(Given records begins)
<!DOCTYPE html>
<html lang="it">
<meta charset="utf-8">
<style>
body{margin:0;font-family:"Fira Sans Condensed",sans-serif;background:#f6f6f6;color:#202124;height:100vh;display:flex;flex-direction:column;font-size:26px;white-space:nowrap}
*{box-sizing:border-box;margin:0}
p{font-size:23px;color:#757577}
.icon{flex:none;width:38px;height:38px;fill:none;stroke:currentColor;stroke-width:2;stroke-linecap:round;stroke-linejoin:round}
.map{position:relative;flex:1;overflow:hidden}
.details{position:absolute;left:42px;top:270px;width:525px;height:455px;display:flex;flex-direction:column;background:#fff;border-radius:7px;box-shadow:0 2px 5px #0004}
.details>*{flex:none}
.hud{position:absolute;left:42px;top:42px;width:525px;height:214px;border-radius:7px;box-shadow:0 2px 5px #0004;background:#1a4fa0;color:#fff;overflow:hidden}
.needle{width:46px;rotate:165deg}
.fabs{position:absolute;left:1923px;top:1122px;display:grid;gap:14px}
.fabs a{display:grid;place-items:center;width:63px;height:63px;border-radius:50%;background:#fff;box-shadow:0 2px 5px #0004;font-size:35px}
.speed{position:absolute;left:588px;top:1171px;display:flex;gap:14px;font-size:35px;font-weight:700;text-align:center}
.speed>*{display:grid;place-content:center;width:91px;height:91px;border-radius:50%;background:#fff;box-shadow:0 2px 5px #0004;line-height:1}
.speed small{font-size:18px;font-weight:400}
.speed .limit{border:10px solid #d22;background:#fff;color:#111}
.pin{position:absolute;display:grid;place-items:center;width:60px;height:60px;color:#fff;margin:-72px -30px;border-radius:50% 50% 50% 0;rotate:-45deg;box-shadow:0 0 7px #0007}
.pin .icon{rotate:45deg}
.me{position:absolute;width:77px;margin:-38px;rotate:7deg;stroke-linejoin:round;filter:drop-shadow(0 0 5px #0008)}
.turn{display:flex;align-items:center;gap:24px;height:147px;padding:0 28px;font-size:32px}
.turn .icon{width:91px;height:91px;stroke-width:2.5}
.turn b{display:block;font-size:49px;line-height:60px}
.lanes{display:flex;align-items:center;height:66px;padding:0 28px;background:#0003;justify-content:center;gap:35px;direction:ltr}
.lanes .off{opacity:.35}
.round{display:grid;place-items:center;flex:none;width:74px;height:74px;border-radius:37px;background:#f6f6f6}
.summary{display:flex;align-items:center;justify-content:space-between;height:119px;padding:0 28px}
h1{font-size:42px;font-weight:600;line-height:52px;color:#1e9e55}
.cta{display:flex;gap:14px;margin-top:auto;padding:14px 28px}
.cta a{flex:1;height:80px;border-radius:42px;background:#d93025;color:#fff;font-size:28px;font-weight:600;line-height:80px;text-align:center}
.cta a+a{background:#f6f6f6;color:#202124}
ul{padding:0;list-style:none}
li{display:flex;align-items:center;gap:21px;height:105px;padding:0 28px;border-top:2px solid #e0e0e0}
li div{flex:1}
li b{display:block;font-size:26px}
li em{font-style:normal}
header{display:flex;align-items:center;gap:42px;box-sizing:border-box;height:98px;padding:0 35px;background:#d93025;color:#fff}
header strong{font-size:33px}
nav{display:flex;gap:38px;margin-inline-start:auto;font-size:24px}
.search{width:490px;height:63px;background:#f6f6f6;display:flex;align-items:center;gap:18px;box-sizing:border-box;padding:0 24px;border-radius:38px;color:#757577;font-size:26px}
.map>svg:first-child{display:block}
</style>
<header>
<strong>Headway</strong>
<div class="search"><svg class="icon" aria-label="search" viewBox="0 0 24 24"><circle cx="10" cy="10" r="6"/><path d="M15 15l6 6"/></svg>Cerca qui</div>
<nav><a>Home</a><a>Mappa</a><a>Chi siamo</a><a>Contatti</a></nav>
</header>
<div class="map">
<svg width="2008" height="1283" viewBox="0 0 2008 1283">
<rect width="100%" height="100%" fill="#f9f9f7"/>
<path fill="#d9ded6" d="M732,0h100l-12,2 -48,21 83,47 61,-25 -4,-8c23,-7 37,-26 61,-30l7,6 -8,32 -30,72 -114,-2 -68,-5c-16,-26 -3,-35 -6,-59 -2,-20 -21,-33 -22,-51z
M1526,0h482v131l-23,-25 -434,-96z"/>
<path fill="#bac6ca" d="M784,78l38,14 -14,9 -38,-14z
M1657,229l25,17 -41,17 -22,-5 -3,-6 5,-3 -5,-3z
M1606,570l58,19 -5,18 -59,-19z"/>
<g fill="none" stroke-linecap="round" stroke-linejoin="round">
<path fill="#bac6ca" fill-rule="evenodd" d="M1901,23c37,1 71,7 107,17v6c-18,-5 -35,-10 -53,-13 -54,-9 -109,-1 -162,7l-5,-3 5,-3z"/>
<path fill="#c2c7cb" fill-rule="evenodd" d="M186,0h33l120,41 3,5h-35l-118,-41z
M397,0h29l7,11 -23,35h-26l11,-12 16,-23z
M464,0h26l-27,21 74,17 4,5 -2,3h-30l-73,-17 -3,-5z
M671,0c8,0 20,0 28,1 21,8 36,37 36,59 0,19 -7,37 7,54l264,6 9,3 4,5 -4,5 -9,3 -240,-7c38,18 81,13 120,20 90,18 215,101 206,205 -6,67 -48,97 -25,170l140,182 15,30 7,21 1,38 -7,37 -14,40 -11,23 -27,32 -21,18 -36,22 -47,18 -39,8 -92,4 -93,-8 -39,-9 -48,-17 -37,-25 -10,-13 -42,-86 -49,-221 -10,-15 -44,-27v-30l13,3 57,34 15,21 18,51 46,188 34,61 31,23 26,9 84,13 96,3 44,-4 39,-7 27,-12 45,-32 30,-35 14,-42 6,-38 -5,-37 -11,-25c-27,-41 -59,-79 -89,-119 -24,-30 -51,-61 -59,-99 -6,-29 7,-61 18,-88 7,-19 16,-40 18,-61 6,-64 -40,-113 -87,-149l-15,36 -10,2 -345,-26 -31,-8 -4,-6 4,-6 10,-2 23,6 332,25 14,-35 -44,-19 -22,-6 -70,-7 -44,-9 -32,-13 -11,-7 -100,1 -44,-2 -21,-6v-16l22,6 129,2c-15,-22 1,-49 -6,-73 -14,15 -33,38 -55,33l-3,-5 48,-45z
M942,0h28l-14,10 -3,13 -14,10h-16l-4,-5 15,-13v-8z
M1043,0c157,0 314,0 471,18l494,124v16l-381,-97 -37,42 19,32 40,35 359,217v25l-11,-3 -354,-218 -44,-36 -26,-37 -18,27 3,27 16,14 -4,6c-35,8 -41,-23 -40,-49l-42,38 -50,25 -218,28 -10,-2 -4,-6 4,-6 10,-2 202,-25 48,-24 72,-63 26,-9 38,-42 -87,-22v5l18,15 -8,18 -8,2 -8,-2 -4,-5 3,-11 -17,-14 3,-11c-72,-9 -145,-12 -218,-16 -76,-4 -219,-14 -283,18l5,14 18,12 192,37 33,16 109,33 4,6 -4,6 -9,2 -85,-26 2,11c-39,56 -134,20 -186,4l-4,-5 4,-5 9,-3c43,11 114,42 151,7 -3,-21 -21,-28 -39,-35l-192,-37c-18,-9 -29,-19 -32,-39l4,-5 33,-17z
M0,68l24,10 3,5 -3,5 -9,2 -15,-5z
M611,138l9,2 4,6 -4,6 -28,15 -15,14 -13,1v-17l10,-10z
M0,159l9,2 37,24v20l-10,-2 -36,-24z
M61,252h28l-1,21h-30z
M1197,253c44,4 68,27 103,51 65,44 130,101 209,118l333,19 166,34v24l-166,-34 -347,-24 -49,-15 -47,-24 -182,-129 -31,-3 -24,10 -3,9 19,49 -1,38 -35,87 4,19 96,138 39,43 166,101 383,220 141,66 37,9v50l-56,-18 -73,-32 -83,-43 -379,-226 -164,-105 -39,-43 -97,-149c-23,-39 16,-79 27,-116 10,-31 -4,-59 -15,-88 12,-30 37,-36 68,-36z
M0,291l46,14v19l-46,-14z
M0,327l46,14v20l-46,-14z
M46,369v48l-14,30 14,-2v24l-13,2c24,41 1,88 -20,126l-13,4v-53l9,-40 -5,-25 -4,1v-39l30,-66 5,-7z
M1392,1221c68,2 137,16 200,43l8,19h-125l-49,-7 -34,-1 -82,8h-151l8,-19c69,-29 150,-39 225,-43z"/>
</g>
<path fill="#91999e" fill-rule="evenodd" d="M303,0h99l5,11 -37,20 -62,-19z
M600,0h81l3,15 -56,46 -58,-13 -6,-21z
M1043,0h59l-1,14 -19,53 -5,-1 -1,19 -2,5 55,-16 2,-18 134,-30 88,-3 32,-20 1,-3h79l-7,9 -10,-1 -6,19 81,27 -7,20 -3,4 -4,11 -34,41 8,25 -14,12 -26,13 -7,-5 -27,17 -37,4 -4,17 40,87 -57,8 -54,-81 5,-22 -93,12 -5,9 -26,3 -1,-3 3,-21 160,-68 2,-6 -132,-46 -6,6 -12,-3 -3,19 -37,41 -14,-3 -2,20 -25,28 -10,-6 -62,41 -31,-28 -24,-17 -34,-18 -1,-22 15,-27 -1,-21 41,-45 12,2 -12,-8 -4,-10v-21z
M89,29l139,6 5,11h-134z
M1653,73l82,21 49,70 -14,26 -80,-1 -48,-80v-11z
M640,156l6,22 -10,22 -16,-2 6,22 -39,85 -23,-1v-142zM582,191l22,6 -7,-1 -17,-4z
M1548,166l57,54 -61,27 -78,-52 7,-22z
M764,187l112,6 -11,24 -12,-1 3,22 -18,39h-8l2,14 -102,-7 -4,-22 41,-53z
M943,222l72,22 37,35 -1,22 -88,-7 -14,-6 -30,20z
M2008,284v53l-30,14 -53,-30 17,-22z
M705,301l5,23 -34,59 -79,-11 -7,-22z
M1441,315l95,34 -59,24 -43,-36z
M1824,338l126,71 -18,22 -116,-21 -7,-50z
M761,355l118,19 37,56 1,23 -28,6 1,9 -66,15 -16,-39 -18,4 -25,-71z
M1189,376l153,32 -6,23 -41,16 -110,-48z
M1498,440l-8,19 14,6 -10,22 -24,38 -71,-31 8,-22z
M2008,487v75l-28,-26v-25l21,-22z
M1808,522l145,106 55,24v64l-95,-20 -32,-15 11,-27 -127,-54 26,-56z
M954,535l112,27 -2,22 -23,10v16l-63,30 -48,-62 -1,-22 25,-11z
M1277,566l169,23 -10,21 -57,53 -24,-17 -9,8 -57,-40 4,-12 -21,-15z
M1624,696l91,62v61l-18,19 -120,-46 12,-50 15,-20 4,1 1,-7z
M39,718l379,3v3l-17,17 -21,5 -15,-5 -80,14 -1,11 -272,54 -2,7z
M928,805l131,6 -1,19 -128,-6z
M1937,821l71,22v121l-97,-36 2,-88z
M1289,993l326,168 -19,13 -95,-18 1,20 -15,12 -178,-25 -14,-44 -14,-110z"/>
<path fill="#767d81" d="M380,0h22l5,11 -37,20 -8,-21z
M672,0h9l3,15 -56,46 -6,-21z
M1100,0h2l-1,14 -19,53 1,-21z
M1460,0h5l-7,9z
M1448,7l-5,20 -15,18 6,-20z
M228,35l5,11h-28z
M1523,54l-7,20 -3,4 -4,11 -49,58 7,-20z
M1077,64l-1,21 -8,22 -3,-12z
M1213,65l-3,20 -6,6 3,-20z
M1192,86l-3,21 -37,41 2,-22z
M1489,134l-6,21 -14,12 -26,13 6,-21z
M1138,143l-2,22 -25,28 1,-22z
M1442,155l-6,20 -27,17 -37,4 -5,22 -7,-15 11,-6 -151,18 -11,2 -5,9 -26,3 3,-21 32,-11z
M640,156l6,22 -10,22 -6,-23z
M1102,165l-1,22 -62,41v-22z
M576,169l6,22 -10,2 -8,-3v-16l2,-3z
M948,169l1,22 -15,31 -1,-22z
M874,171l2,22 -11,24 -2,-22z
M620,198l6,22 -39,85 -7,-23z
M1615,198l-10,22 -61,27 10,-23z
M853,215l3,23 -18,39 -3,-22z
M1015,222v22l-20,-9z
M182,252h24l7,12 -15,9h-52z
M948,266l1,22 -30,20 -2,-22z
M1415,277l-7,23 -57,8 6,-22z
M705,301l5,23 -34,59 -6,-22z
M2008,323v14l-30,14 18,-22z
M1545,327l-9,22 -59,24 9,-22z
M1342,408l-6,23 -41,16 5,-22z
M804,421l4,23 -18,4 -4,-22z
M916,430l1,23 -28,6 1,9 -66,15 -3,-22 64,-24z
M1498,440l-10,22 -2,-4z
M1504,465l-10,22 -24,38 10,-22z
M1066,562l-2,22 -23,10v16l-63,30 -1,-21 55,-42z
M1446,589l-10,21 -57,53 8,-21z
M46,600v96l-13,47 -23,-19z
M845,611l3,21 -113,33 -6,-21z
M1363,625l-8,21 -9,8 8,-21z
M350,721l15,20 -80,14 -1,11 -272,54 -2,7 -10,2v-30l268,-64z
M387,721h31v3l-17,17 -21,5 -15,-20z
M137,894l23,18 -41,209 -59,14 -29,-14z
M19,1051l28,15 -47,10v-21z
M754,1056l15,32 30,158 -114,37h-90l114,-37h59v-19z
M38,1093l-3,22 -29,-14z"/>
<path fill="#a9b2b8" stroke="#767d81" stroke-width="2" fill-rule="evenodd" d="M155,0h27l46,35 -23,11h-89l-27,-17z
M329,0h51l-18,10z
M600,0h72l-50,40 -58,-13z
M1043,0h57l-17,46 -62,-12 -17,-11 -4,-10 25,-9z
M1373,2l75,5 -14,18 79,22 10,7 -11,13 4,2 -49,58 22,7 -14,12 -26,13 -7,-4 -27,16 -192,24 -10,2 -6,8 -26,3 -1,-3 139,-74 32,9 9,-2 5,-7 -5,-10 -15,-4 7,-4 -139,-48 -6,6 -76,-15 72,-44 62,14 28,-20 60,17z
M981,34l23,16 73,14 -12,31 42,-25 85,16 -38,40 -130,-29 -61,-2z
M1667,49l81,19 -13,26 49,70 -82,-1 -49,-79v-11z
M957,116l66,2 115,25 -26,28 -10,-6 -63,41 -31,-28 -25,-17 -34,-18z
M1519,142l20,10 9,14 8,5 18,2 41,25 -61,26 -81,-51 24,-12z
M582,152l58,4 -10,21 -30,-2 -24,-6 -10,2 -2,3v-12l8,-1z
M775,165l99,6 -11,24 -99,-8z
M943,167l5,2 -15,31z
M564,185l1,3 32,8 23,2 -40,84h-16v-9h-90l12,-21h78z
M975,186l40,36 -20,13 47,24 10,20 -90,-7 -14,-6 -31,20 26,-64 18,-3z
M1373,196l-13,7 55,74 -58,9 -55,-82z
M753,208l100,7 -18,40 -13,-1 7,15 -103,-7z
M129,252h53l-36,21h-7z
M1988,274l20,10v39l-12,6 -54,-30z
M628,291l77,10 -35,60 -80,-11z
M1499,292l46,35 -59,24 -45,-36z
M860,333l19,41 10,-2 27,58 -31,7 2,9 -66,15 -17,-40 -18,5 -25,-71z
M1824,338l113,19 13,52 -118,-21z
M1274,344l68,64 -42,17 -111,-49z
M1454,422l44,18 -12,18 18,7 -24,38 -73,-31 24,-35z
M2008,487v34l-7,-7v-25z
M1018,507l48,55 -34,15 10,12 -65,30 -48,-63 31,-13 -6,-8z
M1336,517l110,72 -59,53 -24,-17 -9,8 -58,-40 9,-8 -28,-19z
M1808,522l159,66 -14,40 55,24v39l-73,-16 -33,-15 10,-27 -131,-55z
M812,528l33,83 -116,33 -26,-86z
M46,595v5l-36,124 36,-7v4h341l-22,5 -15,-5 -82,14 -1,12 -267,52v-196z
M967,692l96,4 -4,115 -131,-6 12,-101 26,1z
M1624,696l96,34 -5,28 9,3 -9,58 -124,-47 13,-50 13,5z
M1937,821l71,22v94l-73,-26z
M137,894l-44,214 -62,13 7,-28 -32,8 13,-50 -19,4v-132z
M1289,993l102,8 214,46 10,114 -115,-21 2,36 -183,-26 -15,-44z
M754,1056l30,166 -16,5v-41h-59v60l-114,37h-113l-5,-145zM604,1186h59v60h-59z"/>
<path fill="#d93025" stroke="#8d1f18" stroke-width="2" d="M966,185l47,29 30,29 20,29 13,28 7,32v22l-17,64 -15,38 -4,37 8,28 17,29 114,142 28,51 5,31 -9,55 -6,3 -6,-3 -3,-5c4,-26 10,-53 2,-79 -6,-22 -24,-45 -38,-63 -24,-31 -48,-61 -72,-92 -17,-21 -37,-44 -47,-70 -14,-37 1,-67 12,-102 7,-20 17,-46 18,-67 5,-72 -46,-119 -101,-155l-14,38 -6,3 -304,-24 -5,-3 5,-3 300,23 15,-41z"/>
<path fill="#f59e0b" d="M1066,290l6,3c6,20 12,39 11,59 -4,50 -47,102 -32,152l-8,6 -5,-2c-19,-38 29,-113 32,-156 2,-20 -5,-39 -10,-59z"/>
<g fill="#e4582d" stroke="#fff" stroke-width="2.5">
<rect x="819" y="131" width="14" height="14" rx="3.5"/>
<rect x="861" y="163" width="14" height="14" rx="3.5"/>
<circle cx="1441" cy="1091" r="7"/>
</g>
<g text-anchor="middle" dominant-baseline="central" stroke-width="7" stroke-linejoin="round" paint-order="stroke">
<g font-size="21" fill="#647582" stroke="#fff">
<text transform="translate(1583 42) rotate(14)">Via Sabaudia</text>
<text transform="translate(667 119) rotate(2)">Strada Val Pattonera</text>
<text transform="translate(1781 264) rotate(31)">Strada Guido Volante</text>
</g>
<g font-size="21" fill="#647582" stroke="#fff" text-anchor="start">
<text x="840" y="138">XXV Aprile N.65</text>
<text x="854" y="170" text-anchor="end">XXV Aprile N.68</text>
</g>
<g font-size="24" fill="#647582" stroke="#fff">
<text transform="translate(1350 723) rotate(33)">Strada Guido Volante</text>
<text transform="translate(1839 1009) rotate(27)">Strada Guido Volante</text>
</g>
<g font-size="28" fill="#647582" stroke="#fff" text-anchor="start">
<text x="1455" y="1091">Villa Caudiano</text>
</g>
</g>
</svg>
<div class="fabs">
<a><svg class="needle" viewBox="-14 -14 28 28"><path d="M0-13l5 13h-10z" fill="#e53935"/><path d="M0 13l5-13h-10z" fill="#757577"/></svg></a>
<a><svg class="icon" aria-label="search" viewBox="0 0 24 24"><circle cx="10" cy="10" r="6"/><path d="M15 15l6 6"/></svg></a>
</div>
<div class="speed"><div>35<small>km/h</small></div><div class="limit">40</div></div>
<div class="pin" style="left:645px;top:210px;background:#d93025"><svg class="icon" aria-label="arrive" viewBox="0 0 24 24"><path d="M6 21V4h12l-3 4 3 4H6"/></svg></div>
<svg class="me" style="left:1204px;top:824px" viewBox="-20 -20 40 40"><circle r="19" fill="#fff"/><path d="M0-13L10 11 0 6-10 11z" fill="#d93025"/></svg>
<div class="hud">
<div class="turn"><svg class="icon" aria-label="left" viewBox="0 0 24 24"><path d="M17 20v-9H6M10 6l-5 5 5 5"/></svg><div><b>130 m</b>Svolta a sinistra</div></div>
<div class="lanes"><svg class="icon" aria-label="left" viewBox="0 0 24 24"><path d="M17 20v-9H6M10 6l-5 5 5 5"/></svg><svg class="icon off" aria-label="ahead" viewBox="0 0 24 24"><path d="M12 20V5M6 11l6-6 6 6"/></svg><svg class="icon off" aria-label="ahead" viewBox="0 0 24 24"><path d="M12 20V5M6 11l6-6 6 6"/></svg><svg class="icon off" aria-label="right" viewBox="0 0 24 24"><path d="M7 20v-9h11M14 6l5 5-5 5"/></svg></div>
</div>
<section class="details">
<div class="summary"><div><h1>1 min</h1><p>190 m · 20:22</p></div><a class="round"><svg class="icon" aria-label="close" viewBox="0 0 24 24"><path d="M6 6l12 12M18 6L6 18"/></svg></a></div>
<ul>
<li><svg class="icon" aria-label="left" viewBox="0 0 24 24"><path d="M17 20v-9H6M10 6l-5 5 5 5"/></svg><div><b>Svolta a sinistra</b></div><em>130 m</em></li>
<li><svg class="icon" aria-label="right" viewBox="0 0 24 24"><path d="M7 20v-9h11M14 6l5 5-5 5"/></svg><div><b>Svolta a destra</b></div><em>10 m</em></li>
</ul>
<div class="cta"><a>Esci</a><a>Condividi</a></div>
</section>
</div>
(Given records ends)
* _Task brief_: Look back over the material above and state how many lines hold the word "absolute". Write the number and nothing else.

* _Written answer_: 6